■ To do:
Count every line below that contains "canvas", then state the total with no other output.

■ Dataset entries:
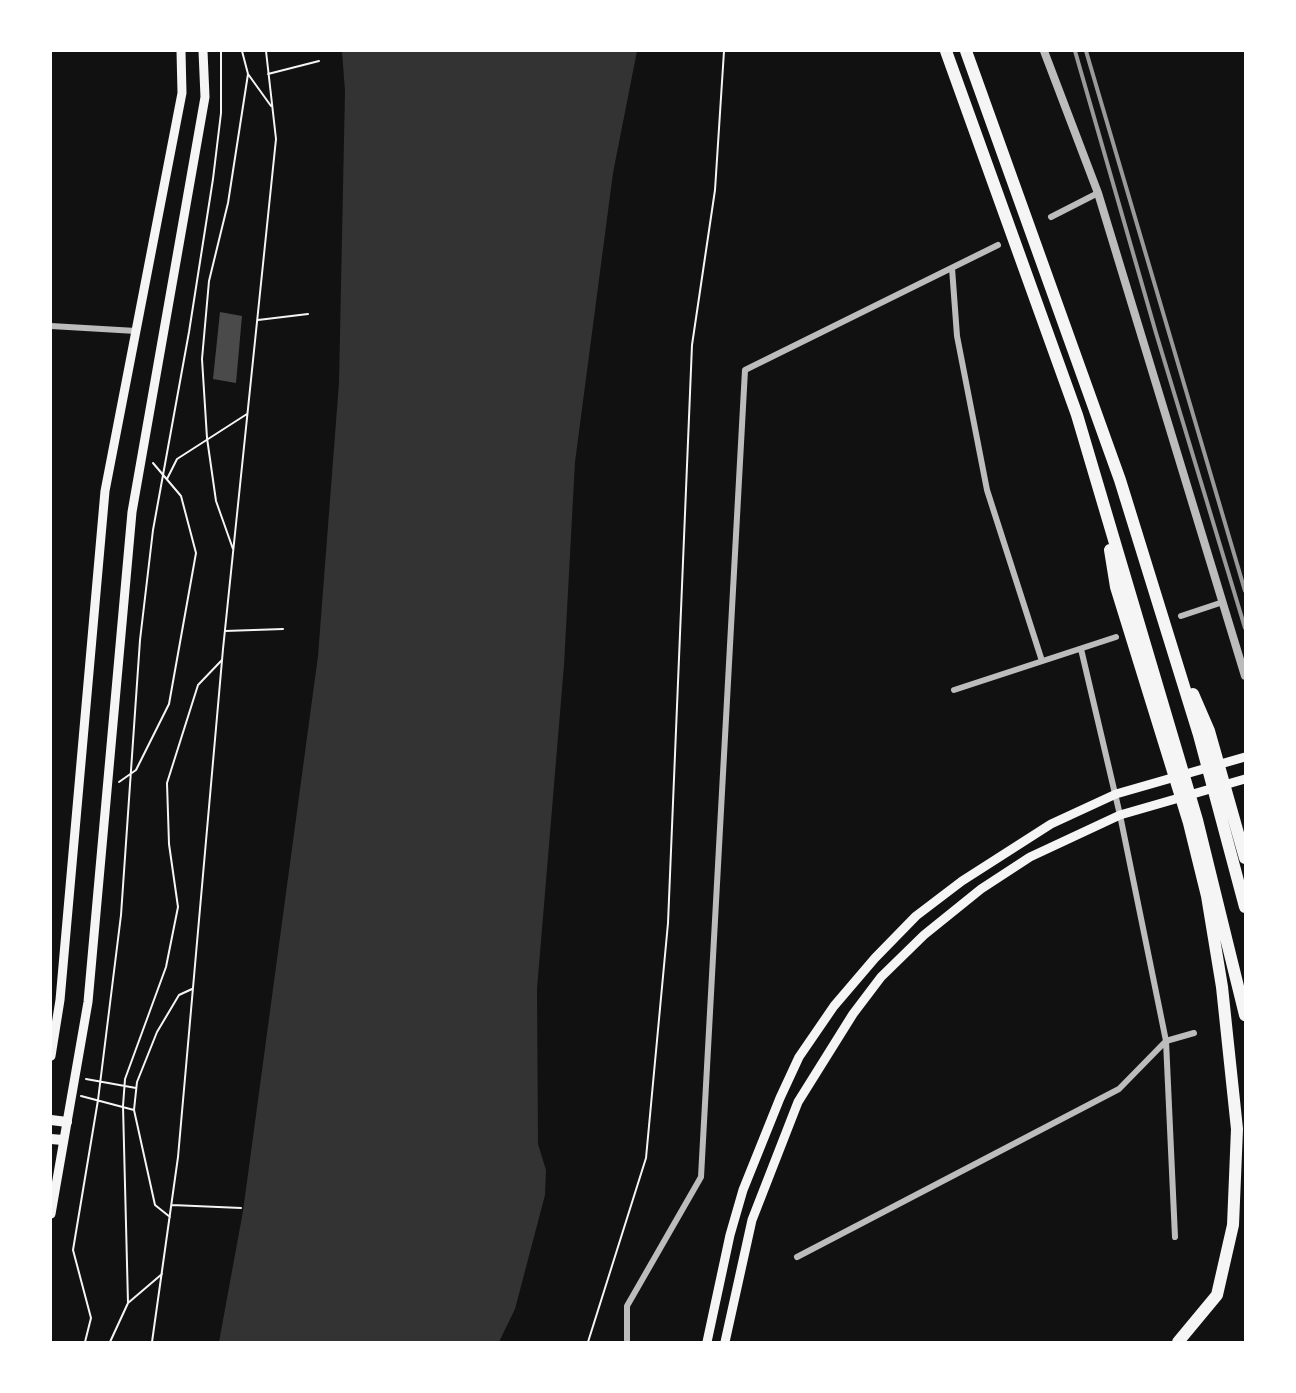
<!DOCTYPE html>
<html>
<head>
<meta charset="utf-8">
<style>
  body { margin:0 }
  #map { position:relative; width:1296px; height:1393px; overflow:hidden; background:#111; font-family:Karla,sans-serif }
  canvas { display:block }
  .frame { position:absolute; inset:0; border:52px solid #fff; pointer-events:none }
</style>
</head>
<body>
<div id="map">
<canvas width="1296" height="1393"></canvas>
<div class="frame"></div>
</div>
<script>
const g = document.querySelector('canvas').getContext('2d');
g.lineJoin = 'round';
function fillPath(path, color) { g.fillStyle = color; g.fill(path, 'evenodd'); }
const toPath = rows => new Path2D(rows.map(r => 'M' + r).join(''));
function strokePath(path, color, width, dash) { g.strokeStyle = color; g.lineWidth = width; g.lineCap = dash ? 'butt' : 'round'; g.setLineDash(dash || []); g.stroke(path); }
const water = toPath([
  [342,51,637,51,613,173,575,462,564,665,537,989,538,1144,546,1170,545,1195,515,1309,499,1342,219,1342,243,1211,318,656,339,383,345,91]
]);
const building = toPath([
  [220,312,242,316,236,383,213,379]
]);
const path = toPath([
  [242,51,248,74,271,106],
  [268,74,319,61],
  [258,320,308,314],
  [167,479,177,459,247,414],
  [233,549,216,501,207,438,202,359,209,281,228,203,248,74],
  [225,631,283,629],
  [119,782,136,770,169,704,196,553,181,496,153,463],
  [86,1079,136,1088],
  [81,1096,134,1110],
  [172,1205,241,1208],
  [170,1217,155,1205,134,1110,137,1082,157,1032,179,995,192,989],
  [128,1303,162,1274],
  [85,1342,91,1318,73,1250,98,1100,121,915,140,640,153,530,189,332,213,179,221,113,221,51],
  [110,1342,128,1303,123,1106,125,1079,166,967,178,907,169,844,167,783,198,685,222,660],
  [152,1342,178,1157,223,649,276,139,266,51],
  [588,1342,646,1158,668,923,692,345,715,190,724,51]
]);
const minor = toPath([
  [1051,217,1098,193],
  [952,268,957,336,987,490,1042,661],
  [51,326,136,331],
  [1181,616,1223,602],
  [1081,649,1120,815,1166,1041,1175,1237],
  [954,690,1116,637],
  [797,1257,1119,1089,1166,1041,1194,1033],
  [627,1342,627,1306,701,1177,745,370,998,245]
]);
const tertiary = toPath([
  [1044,51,1098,193,1245,676]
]);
const secondary = toPath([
  [51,1056,60,1000,105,491,182,93,181,51],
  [51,1214,88,1002,132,512,205,97,203,51],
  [707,1342,730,1235,743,1190,780,1098,799,1057,834,1006,875,958,916,916,962,881,1051,824,1116,794,1245,757],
  [725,1342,752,1220,798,1102,853,1014,881,977,924,935,981,889,1030,857,1120,815,1245,779]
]);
const primary = toPath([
  [51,1120,67,1122],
  [51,1139,63,1140]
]);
const motorway = toPath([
  [946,51,1077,415,1197,820,1245,1015],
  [966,51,1120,480,1199,735,1245,907],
  [1110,550,1116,587,1189,823,1207,896,1222,987,1237,1129,1233,1225,1217,1295,1178,1342],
  [1193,694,1209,731,1245,858]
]);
const rail = toPath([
  [1075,51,1156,333,1245,628],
  [1086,51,1245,591]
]);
fillPath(water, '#333');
fillPath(building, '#4a4a4a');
strokePath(path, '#f5f5f5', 2);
strokePath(minor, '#bcbcbc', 6);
strokePath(tertiary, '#bcbcbc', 8);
strokePath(secondary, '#f5f5f5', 9);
strokePath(primary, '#f5f5f5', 10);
strokePath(motorway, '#f5f5f5', 12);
strokePath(rail, '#9a9a9a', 4);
</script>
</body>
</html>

■ Reply:
3